── PROVIDED INFORMATION ──

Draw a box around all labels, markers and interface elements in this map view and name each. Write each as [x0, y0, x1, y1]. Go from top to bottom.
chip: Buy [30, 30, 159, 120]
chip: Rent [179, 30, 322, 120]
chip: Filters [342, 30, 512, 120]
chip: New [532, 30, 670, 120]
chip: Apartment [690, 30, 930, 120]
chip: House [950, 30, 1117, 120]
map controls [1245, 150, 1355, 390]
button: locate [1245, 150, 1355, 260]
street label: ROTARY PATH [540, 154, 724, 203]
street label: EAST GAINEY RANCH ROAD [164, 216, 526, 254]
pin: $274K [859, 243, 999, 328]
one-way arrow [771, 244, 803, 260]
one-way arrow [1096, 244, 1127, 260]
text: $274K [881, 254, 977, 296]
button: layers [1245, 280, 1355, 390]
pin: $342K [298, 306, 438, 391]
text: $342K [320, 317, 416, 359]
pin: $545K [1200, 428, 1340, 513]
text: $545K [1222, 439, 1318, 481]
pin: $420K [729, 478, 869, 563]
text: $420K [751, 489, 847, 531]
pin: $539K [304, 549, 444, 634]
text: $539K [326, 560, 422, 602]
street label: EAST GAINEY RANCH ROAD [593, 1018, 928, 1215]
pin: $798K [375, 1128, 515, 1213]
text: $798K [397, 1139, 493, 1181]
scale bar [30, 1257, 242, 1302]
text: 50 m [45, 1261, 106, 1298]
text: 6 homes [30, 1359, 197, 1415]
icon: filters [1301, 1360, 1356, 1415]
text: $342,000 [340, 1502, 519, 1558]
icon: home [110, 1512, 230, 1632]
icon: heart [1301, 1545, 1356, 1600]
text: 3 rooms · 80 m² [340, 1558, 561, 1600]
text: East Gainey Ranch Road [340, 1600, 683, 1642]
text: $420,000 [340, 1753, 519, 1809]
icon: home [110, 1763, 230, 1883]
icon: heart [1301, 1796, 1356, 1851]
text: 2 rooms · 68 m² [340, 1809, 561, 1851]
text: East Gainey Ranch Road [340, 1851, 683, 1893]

───

▸ **INSTRUCTIONS TO FOLLOW**
Give back the material above without altering a single word.

▸ **SOLUTION TO THE EXERCISE**
Draw a box around all labels, markers and interface elements in this map view and name each. Write each as [x0, y0, x1, y1]. Go from top to bottom.
chip: Buy [30, 30, 159, 120]
chip: Rent [179, 30, 322, 120]
chip: Filters [342, 30, 512, 120]
chip: New [532, 30, 670, 120]
chip: Apartment [690, 30, 930, 120]
chip: House [950, 30, 1117, 120]
map controls [1245, 150, 1355, 390]
button: locate [1245, 150, 1355, 260]
street label: ROTARY PATH [540, 154, 724, 203]
street label: EAST GAINEY RANCH ROAD [164, 216, 526, 254]
pin: $274K [859, 243, 999, 328]
one-way arrow [771, 244, 803, 260]
one-way arrow [1096, 244, 1127, 260]
text: $274K [881, 254, 977, 296]
button: layers [1245, 280, 1355, 390]
pin: $342K [298, 306, 438, 391]
text: $342K [320, 317, 416, 359]
pin: $545K [1200, 428, 1340, 513]
text: $545K [1222, 439, 1318, 481]
pin: $420K [729, 478, 869, 563]
text: $420K [751, 489, 847, 531]
pin: $539K [304, 549, 444, 634]
text: $539K [326, 560, 422, 602]
street label: EAST GAINEY RANCH ROAD [593, 1018, 928, 1215]
pin: $798K [375, 1128, 515, 1213]
text: $798K [397, 1139, 493, 1181]
scale bar [30, 1257, 242, 1302]
text: 50 m [45, 1261, 106, 1298]
text: 6 homes [30, 1359, 197, 1415]
icon: filters [1301, 1360, 1356, 1415]
text: $342,000 [340, 1502, 519, 1558]
icon: home [110, 1512, 230, 1632]
icon: heart [1301, 1545, 1356, 1600]
text: 3 rooms · 80 m² [340, 1558, 561, 1600]
text: East Gainey Ranch Road [340, 1600, 683, 1642]
text: $420,000 [340, 1753, 519, 1809]
icon: home [110, 1763, 230, 1883]
icon: heart [1301, 1796, 1356, 1851]
text: 2 rooms · 68 m² [340, 1809, 561, 1851]
text: East Gainey Ranch Road [340, 1851, 683, 1893]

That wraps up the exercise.